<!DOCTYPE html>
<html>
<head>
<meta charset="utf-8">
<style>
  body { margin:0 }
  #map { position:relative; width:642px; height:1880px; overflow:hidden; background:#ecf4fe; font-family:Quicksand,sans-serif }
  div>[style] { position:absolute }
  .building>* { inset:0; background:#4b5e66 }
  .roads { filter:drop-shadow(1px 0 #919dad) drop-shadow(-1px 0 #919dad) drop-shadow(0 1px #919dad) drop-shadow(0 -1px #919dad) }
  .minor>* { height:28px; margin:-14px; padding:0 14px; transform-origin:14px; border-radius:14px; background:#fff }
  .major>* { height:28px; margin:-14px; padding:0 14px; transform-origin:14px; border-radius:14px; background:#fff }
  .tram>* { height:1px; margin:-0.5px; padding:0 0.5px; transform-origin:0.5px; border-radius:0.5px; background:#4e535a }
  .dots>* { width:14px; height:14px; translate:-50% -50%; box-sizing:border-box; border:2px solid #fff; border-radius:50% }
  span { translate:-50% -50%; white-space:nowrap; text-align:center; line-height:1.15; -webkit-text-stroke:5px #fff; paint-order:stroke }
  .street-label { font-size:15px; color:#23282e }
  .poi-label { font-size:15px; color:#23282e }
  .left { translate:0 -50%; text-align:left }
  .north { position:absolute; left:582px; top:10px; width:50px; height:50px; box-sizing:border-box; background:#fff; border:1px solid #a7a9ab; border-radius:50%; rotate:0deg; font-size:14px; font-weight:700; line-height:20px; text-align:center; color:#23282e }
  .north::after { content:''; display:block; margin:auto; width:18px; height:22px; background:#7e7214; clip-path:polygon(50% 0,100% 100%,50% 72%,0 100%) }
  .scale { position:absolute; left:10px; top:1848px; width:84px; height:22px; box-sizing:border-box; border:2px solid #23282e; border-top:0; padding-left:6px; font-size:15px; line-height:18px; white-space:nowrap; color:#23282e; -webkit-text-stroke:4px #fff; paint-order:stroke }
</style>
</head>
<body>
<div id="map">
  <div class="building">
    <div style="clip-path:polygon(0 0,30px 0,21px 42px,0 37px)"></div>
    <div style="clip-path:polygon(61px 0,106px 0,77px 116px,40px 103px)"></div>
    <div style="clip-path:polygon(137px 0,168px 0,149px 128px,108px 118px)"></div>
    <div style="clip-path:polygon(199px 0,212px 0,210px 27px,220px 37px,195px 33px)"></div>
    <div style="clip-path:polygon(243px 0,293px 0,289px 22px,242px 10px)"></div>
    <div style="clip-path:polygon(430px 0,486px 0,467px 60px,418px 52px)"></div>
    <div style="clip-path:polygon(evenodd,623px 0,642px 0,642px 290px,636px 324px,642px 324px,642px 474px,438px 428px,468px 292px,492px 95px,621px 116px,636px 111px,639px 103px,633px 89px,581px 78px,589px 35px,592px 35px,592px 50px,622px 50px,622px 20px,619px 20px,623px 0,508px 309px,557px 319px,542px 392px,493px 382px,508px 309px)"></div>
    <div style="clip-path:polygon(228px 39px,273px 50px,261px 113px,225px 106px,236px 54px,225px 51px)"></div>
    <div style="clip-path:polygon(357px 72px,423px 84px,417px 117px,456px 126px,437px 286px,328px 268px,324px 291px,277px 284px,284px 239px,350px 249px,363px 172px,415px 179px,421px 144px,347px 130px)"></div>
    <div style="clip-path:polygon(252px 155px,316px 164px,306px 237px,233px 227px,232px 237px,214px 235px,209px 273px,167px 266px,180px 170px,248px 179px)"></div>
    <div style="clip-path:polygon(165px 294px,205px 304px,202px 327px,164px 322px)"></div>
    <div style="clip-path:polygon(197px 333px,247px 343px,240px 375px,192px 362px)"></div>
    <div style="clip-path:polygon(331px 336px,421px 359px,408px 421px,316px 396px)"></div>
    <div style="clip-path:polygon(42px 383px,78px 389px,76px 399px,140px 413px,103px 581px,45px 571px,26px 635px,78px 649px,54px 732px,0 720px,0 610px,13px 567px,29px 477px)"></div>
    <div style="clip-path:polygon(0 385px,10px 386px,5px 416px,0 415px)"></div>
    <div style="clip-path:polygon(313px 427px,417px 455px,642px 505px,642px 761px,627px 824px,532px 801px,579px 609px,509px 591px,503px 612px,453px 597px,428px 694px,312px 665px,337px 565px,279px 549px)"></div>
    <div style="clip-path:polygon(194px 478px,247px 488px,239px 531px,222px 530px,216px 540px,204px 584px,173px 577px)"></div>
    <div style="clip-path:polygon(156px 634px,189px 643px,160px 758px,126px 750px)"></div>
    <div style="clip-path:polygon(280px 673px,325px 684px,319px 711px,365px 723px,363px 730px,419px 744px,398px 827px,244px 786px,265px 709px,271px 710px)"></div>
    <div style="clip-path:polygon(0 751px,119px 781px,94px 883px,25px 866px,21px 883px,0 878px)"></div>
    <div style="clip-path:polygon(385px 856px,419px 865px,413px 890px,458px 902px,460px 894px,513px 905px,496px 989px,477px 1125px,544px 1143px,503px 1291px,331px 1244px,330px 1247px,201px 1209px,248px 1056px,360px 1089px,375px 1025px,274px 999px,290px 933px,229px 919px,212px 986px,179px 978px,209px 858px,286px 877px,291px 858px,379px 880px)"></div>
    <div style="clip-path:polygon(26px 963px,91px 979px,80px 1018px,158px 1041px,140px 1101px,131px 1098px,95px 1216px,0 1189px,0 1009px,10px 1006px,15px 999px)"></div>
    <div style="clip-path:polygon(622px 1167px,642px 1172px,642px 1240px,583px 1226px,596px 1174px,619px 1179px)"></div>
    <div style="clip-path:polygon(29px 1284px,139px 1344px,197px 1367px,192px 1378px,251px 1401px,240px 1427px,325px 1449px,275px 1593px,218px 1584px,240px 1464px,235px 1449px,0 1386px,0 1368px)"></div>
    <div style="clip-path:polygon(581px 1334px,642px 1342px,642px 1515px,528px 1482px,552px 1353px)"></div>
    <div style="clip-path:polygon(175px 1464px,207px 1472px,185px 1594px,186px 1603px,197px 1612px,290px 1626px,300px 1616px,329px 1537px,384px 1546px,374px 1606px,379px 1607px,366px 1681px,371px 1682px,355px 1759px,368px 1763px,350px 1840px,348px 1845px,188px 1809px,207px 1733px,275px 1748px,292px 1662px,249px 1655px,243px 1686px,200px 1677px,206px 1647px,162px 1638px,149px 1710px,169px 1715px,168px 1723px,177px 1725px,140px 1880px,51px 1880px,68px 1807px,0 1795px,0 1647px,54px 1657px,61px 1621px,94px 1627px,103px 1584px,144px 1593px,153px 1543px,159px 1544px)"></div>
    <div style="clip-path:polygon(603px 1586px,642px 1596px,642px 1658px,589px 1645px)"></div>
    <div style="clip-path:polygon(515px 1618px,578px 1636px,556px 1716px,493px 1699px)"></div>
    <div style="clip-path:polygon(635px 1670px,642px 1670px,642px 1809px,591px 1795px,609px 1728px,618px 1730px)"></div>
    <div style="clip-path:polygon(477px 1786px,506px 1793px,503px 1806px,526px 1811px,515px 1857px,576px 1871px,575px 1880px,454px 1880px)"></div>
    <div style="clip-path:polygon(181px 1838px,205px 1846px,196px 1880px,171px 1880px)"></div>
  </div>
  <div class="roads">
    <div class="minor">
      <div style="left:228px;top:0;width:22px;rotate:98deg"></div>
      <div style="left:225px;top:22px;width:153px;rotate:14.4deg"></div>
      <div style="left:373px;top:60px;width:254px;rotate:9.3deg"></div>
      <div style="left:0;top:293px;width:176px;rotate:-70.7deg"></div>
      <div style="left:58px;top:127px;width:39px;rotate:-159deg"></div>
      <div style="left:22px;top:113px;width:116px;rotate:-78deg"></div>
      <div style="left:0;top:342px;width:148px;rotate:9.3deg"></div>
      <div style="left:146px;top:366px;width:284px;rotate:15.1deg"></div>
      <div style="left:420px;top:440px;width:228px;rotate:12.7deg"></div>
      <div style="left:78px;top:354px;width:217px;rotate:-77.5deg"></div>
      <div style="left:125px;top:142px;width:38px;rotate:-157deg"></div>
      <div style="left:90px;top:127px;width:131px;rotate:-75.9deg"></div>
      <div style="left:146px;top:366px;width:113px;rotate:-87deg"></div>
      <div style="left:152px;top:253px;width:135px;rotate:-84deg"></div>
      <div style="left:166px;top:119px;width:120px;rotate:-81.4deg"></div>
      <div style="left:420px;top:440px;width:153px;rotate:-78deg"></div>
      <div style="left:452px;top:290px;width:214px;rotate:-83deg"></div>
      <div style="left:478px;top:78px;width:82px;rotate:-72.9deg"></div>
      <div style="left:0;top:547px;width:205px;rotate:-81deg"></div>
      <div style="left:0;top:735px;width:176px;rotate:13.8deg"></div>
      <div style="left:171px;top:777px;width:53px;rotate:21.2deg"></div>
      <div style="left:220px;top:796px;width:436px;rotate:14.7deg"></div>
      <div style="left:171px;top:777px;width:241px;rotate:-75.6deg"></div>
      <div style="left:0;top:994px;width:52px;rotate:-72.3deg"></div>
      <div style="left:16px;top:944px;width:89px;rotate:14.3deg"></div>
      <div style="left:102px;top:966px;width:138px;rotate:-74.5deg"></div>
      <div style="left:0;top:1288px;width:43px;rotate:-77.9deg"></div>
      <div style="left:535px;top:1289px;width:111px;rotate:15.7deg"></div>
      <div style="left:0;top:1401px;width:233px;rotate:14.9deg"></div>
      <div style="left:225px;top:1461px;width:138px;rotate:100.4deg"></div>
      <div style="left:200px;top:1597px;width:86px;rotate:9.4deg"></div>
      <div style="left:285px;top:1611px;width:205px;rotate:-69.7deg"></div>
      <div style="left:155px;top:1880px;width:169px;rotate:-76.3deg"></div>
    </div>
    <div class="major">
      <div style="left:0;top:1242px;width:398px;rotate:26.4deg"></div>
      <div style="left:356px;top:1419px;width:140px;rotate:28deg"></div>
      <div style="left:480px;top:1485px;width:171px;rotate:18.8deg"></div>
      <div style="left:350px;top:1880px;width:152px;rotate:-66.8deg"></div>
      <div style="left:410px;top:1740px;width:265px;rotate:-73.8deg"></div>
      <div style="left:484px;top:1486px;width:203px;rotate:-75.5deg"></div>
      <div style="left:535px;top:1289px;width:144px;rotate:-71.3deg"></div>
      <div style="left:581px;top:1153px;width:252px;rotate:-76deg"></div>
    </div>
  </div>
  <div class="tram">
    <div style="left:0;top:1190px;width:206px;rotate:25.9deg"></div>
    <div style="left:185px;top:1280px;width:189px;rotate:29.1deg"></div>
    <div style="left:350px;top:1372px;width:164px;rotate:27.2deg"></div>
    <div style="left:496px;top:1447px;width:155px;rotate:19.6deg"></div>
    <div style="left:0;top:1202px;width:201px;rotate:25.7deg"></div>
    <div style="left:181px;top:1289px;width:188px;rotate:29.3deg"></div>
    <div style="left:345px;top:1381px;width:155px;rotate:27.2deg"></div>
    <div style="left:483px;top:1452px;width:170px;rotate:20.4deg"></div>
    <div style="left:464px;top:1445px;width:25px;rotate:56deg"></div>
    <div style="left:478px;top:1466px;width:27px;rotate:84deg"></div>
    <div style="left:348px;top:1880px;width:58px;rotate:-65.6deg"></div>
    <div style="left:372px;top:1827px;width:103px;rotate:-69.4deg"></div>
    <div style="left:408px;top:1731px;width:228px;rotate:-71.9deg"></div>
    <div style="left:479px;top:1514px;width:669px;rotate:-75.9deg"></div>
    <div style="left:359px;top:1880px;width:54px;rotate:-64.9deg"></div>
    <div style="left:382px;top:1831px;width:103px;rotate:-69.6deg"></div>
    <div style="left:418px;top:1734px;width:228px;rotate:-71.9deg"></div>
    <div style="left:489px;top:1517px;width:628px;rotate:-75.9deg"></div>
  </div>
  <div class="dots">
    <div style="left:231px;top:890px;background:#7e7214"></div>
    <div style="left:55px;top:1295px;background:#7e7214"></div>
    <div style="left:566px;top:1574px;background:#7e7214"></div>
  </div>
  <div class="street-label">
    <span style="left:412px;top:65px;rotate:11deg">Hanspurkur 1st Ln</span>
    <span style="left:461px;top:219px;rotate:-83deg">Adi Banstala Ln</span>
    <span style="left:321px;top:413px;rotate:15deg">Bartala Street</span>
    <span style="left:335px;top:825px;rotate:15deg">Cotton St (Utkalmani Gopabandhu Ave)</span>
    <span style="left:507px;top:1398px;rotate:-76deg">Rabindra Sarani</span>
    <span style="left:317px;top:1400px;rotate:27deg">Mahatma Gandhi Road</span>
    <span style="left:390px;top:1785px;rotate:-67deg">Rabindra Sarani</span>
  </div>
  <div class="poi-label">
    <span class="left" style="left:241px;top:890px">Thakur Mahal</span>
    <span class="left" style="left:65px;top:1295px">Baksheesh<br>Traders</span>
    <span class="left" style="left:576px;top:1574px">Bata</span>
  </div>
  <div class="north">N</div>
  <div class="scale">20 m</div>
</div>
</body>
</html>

________________________________________

Problem details: Copy every line of the records above, starting with the first, up to and including the line containing "width:14px; height:14px; translate:-50%".

Response:
<!DOCTYPE html>
<html>
<head>
<meta charset="utf-8">
<style>
  body { margin:0 }
  #map { position:relative; width:642px; height:1880px; overflow:hidden; background:#ecf4fe; font-family:Quicksand,sans-serif }
  div>[style] { position:absolute }
  .building>* { inset:0; background:#4b5e66 }
  .roads { filter:drop-shadow(1px 0 #919dad) drop-shadow(-1px 0 #919dad) drop-shadow(0 1px #919dad) drop-shadow(0 -1px #919dad) }
  .minor>* { height:28px; margin:-14px; padding:0 14px; transform-origin:14px; border-radius:14px; background:#fff }
  .major>* { height:28px; margin:-14px; padding:0 14px; transform-origin:14px; border-radius:14px; background:#fff }
  .tram>* { height:1px; margin:-0.5px; padding:0 0.5px; transform-origin:0.5px; border-radius:0.5px; background:#4e535a }
  .dots>* { width:14px; height:14px; translate:-50% -50%; box-sizing:border-box; border:2px solid #fff; border-radius:50% }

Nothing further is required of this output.